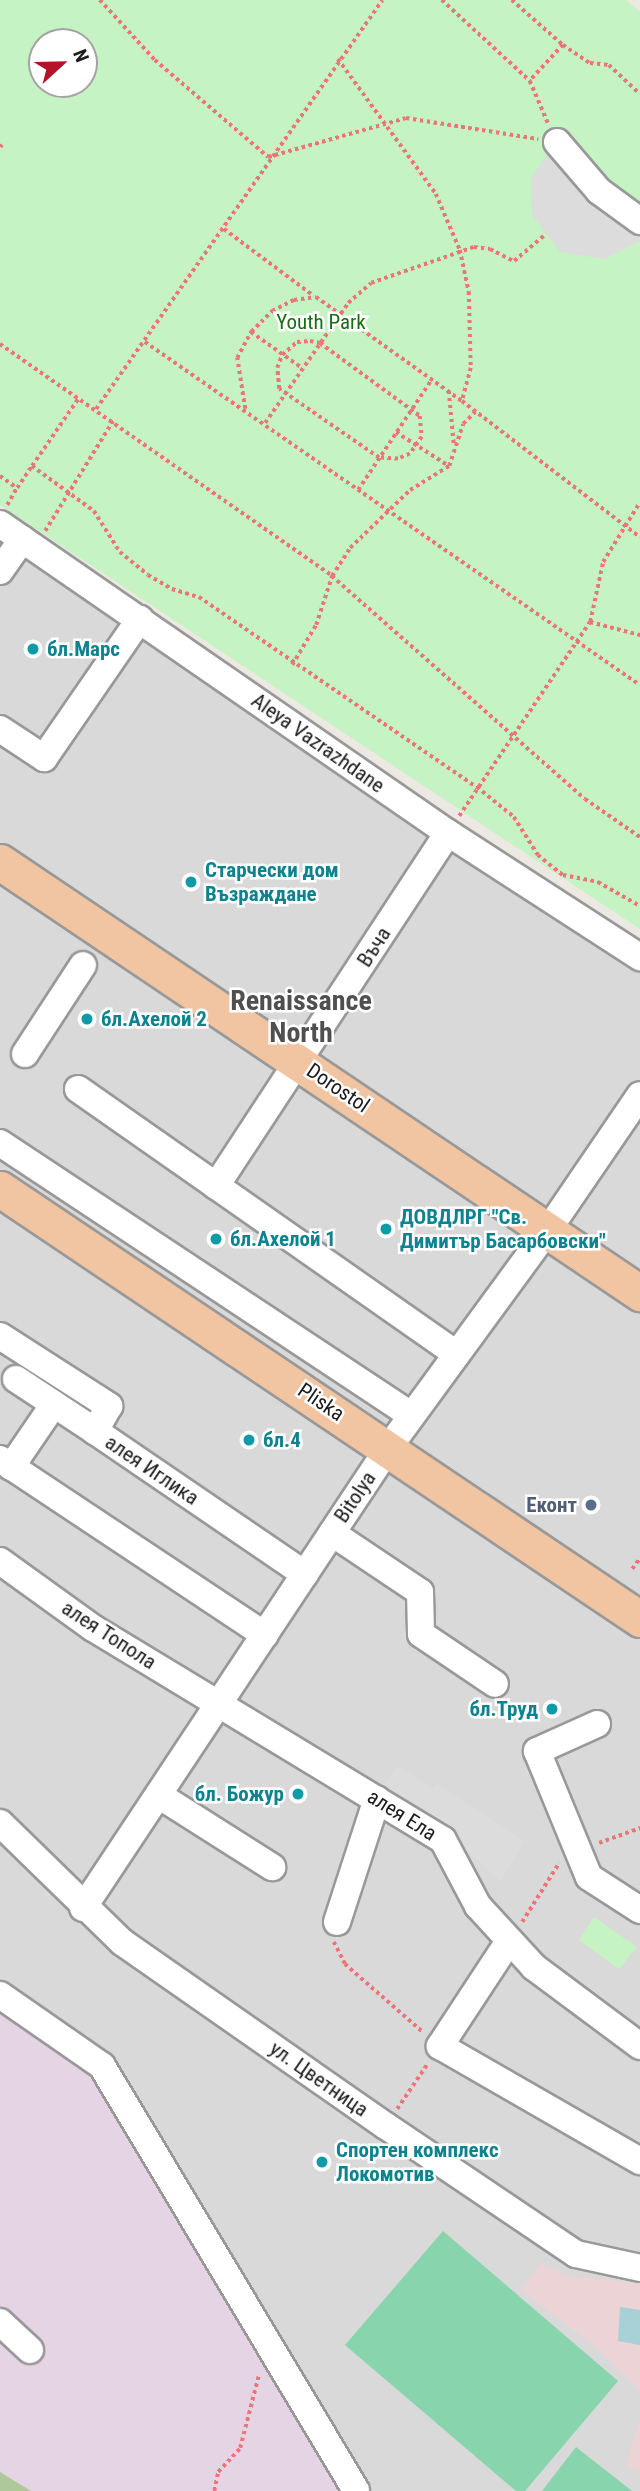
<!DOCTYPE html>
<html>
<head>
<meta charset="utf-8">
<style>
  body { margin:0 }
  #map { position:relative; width:640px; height:2491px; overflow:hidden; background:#ece8e2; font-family:"Roboto Condensed",sans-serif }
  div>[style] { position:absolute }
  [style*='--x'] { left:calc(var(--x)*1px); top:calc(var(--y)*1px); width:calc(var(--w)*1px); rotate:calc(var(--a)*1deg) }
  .residential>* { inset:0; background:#dad9d9 }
  .commercial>* { inset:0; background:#ecd3d5 }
  .industrial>* { inset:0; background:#e5d5e4 }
  .forest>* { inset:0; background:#aec79b }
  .park>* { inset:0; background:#c5f3c3 }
  .pitch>* { inset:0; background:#88d4ad }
  .parking>* { inset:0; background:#dcdcdc }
  .water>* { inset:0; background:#a7d1d6 }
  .path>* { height:3.5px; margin-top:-1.75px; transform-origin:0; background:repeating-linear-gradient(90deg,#eb7578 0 3.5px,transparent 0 7px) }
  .roads { filter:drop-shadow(2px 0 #999) drop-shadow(-2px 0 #999) drop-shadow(0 2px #999) drop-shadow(0 -2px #999) }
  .minor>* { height:26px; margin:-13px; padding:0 13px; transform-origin:13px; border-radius:13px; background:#fff }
  .major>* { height:35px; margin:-17.5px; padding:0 17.5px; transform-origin:17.5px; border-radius:17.5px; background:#f1c5a2 }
  .dots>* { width:19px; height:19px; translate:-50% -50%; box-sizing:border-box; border:4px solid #fff; border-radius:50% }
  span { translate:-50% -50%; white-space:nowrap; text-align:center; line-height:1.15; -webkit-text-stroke:5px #fff; paint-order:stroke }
  .park-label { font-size:21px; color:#1a6d16 }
  .culture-label { font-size:21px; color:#0d838f; font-weight:700 }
  .left { translate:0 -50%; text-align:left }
  .right { translate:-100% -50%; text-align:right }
  .street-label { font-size:21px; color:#1c1c1c }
  .service-label { font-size:21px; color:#4e5e75; font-weight:700 }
  .district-label { font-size:28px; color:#4f4f4f; font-weight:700 }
  .north { position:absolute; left:28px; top:28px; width:70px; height:70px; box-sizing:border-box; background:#fff; border:2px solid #a4a4a4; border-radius:50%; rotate:68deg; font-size:19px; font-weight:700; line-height:28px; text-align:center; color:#1c1c1c }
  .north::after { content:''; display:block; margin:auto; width:24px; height:32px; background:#b31428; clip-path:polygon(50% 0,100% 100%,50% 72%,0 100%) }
</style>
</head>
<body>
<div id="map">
  <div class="residential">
    <div style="clip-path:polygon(0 536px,640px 962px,640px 2491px,365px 2491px,0 2006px)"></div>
  </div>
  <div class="commercial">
    <div style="clip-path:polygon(541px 2263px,567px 2276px,640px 2283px,640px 2391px,597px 2348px,521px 2290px)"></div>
    <div style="clip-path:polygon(640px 2417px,640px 2472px,626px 2466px)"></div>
  </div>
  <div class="industrial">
    <div style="clip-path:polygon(0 2004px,114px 2082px,365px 2491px,0 2491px)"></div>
  </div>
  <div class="forest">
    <div style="clip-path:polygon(0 2472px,31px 2491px,0 2491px)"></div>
  </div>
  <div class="park">
    <div style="clip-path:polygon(evenodd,0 0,627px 0,640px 12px,640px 929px,0 505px,0 0,42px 42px,84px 42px,84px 84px,42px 84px,42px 42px)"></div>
    <div style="clip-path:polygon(594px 1917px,637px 1947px,619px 1969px,579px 1940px)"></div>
  </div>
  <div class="pitch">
    <div style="clip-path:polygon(443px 2231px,618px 2381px,525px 2491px,516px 2491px,345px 2345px)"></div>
    <div style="clip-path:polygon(576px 2447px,632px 2491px,542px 2491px)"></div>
  </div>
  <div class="parking">
    <div style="clip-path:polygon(557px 142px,640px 221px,640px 241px,605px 259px,560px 252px,532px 215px,531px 177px)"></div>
    <div style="clip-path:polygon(397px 1766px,433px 1788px,437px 1784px,525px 1841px,500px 1882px,450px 1835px,380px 1791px)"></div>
  </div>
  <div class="water">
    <div style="clip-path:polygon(620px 2307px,640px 2310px,640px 2345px,618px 2341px)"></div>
  </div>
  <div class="path">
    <div style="--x:100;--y:0;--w:81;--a:47.5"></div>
    <div style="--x:155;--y:60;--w:149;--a:40.6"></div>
    <div style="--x:268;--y:157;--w:143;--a:-15.8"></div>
    <div style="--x:406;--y:118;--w:134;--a:9"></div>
    <div style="--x:442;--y:0;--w:120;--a:42.6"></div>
    <div style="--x:512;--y:0;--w:68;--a:41.4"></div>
    <div style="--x:563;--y:45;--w:49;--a:132.5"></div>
    <div style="--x:530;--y:81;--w:46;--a:66.8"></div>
    <div style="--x:563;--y:45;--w:32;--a:34"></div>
    <div style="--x:590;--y:63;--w:19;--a:6"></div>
    <div style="--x:609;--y:65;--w:42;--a:43.1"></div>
    <div style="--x:338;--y:59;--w:167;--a:54"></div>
    <div style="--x:436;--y:194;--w:61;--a:66.8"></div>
    <div style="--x:460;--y:250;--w:43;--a:77.9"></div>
    <div style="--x:469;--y:292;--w:76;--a:88.5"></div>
    <div style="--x:471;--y:368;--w:34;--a:105"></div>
    <div style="--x:0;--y:147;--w:3;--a:-45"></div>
    <div style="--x:224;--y:229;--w:112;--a:36.7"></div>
    <div style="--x:251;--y:332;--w:62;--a:35.2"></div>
    <div style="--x:310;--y:341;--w:10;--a:11"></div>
    <div style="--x:320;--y:343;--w:124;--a:36.1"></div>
    <div style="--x:420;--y:416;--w:21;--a:85"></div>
    <div style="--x:422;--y:437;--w:21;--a:125"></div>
    <div style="--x:410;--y:454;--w:13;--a:157"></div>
    <div style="--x:398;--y:459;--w:19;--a:-177"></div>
    <div style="--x:379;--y:458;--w:121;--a:-145.4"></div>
    <div style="--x:279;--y:389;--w:21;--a:-95"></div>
    <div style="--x:277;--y:368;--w:14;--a:-69"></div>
    <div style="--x:282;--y:355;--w:20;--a:-41"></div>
    <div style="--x:297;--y:342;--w:13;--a:-4"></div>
    <div style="--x:145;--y:342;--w:602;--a:34.72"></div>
    <div style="--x:0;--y:344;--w:405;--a:34.9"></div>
    <div style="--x:332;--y:576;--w:337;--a:41.4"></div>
    <div style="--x:585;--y:799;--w:67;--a:34.6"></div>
    <div style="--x:449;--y:391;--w:54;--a:84.7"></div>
    <div style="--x:96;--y:409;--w:499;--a:-55"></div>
    <div style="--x:245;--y:409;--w:52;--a:-98.9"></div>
    <div style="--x:237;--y:358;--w:30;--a:-62"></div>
    <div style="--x:251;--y:332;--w:30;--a:-45"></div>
    <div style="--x:272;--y:311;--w:25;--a:-27"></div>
    <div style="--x:294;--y:300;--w:22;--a:-8"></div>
    <div style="--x:316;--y:297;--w:179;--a:35.5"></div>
    <div style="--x:462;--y:401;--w:224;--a:37.4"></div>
    <div style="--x:265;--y:423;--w:146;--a:-55.3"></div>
    <div style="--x:348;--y:303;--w:30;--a:-41"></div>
    <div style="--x:371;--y:283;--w:109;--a:-19.3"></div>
    <div style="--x:474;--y:247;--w:16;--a:7"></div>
    <div style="--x:490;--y:249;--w:27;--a:27"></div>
    <div style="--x:514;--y:261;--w:42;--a:-40.2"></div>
    <div style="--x:396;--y:432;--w:63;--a:32.7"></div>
    <div style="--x:32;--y:466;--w:81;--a:-55.5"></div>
    <div style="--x:0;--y:476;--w:21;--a:35"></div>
    <div style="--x:17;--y:488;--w:27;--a:-56"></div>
    <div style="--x:32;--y:466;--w:77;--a:36"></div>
    <div style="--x:94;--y:511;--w:49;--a:57.6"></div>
    <div style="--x:120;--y:552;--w:36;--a:39"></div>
    <div style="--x:148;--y:575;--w:28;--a:30"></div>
    <div style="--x:172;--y:589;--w:28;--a:17"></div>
    <div style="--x:199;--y:597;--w:337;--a:34.4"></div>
    <div style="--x:477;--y:787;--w:48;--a:39"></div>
    <div style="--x:514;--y:817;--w:45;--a:57.7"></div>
    <div style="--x:538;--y:855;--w:32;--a:39"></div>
    <div style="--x:563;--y:875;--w:36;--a:11"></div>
    <div style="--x:598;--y:882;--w:48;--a:29.7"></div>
    <div style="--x:358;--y:490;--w:133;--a:-56.3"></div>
    <div style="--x:7;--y:505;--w:20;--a:-60"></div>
    <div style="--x:45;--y:531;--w:129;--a:-58.3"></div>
    <div style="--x:590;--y:622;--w:61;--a:-77.8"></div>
    <div style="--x:603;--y:562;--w:70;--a:-58.3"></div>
    <div style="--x:292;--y:665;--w:47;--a:-59"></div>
    <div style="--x:316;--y:625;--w:52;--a:-71.9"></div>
    <div style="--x:332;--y:576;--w:33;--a:-57"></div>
    <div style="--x:350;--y:548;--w:83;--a:-44"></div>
    <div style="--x:410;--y:490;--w:46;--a:-31.6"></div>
    <div style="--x:449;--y:466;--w:44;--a:-71.6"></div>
    <div style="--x:463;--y:424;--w:18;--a:-45"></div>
    <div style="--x:459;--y:816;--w:234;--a:-56"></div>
    <div style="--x:590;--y:622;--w:52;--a:14.6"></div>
    <div style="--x:632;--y:1569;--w:14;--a:-54"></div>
    <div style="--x:599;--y:1843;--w:44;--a:-20.1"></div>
    <div style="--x:522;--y:1922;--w:70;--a:-57.9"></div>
    <div style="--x:334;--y:1942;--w:25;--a:63"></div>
    <div style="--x:345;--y:1964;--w:103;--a:41.1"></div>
    <div style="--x:397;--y:2109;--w:55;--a:-56"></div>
    <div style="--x:214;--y:2491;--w:19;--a:-78"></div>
    <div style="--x:218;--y:2472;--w:33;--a:-47"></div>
    <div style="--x:240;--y:2448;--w:76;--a:-75.6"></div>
  </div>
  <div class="roads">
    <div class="minor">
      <div style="--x:557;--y:142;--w:65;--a:49.4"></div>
      <div style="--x:599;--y:191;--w:51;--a:36.2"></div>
      <div style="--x:0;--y:524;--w:544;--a:34.6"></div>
      <div style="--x:448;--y:833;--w:229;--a:32.9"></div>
      <div style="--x:0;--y:571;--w:39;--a:-55"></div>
      <div style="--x:0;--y:729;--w:53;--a:33.4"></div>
      <div style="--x:44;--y:758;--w:169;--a:-55.4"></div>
      <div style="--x:25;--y:1054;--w:106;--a:-56.9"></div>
      <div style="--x:78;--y:1089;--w:460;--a:35"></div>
      <div style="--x:0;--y:1143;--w:493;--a:33.5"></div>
      <div style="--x:216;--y:1186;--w:422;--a:-56.7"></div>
      <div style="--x:0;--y:1336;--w:130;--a:32.7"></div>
      <div style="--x:109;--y:1406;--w:29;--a:119"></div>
      <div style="--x:95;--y:1431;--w:254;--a:34.3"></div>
      <div style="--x:16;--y:1379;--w:95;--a:33.4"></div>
      <div style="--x:0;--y:1459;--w:318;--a:33.6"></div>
      <div style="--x:11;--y:1467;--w:76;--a:-55.7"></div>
      <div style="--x:332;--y:1533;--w:106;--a:33.8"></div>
      <div style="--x:420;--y:1592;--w:42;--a:88.6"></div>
      <div style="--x:421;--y:1634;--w:89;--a:34"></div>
      <div style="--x:0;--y:1561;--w:115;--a:35.8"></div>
      <div style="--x:93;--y:1628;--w:409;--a:31.2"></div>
      <div style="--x:443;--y:1840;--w:75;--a:62.1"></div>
      <div style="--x:478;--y:1906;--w:83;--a:47.4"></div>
      <div style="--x:534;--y:1967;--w:132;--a:36.7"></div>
      <div style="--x:597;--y:1724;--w:66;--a:155.8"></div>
      <div style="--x:537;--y:1751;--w:136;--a:67.6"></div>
      <div style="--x:589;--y:1877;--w:61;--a:32.9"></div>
      <div style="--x:160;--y:1796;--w:133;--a:32.4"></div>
      <div style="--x:0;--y:1823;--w:170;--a:44.3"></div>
      <div style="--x:122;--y:1942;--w:322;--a:34.9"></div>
      <div style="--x:386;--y:2126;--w:229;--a:34"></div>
      <div style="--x:576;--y:2254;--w:66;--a:12.3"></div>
      <div style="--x:83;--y:1908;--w:553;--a:-56.42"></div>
      <div style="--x:389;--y:1447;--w:269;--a:-53.8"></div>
      <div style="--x:548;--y:1230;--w:163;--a:-55.7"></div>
      <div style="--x:337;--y:1922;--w:129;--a:-72"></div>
      <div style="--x:509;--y:1941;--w:126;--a:123.3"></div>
      <div style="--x:440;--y:2046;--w:231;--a:29.9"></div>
      <div style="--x:0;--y:1995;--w:124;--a:34.8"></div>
      <div style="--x:102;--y:2066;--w:495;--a:59.1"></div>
      <div style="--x:0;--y:2322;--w:41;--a:43"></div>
    </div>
    <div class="major">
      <div style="--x:0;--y:862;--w:772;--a:33.96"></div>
      <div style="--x:0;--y:1189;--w:771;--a:33.9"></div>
    </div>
  </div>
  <div class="dots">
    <div style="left:33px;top:649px;background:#0f9aa8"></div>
    <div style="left:191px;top:882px;background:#0f9aa8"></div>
    <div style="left:87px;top:1019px;background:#0f9aa8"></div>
    <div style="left:386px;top:1229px;background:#0f9aa8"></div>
    <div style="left:216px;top:1239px;background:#0f9aa8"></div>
    <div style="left:249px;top:1440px;background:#0f9aa8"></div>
    <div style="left:591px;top:1505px;background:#5c6f8a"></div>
    <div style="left:552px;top:1709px;background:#0f9aa8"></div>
    <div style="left:298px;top:1794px;background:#0f9aa8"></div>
    <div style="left:322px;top:2162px;background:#0f9aa8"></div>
  </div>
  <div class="park-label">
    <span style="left:321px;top:322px">Youth Park</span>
  </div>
  <div class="culture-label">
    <span class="left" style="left:47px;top:649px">бл.Марс</span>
    <span class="left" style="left:205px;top:882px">Старчески дом<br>Възраждане</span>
    <span class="left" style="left:101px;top:1019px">бл.Ахелой 2</span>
    <span class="left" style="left:400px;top:1229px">ДОВДЛРГ "Св.<br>Димитър Басарбовски"</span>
    <span class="left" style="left:230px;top:1239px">бл.Ахелой 1</span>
    <span class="left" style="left:263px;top:1440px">бл.4</span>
    <span class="right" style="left:538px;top:1709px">бл.Труд</span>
    <span class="right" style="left:284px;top:1794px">бл. Божур</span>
    <span class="left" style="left:336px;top:2162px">Спортен комплекс<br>Локомотив</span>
  </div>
  <div class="street-label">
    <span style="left:318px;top:743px;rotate:35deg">Aleya Vazrazhdane</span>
    <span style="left:374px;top:947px;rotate:-57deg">Въча</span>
    <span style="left:338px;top:1088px;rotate:34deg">Dorostol</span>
    <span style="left:321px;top:1402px;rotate:34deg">Pliska</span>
    <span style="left:152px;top:1470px;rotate:34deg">алея Иглика</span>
    <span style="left:355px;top:1497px;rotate:-56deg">Bitolya</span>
    <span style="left:109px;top:1635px;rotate:33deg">алея Топола</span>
    <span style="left:402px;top:1815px;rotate:32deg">алея Ела</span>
    <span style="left:319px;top:2079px;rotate:35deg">ул. Цветница</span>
  </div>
  <div class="service-label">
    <span class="right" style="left:577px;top:1505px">Еконт</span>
  </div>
  <div class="district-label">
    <span style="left:301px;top:1017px">Renaissance<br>North</span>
  </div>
  <div class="north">N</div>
</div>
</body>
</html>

▶ YOUR OBJECTIVE
Each line from the first line of the records through the line containing "width:19px; height:19px; translate:-50%" must be reproduced exactly, with both ends included and all pictures omitted; nothing else belongs in the answer.

▶ ANSWER TO THE EXERCISE
<!DOCTYPE html>
<html>
<head>
<meta charset="utf-8">
<style>
  body { margin:0 }
  #map { position:relative; width:640px; height:2491px; overflow:hidden; background:#ece8e2; font-family:"Roboto Condensed",sans-serif }
  div>[style] { position:absolute }
  [style*='--x'] { left:calc(var(--x)*1px); top:calc(var(--y)*1px); width:calc(var(--w)*1px); rotate:calc(var(--a)*1deg) }
  .residential>* { inset:0; background:#dad9d9 }
  .commercial>* { inset:0; background:#ecd3d5 }
  .industrial>* { inset:0; background:#e5d5e4 }
  .forest>* { inset:0; background:#aec79b }
  .park>* { inset:0; background:#c5f3c3 }
  .pitch>* { inset:0; background:#88d4ad }
  .parking>* { inset:0; background:#dcdcdc }
  .water>* { inset:0; background:#a7d1d6 }
  .path>* { height:3.5px; margin-top:-1.75px; transform-origin:0; background:repeating-linear-gradient(90deg,#eb7578 0 3.5px,transparent 0 7px) }
  .roads { filter:drop-shadow(2px 0 #999) drop-shadow(-2px 0 #999) drop-shadow(0 2px #999) drop-shadow(0 -2px #999) }
  .minor>* { height:26px; margin:-13px; padding:0 13px; transform-origin:13px; border-radius:13px; background:#fff }
  .major>* { height:35px; margin:-17.5px; padding:0 17.5px; transform-origin:17.5px; border-radius:17.5px; background:#f1c5a2 }
  .dots>* { width:19px; height:19px; translate:-50% -50%; box-sizing:border-box; border:4px solid #fff; border-radius:50% }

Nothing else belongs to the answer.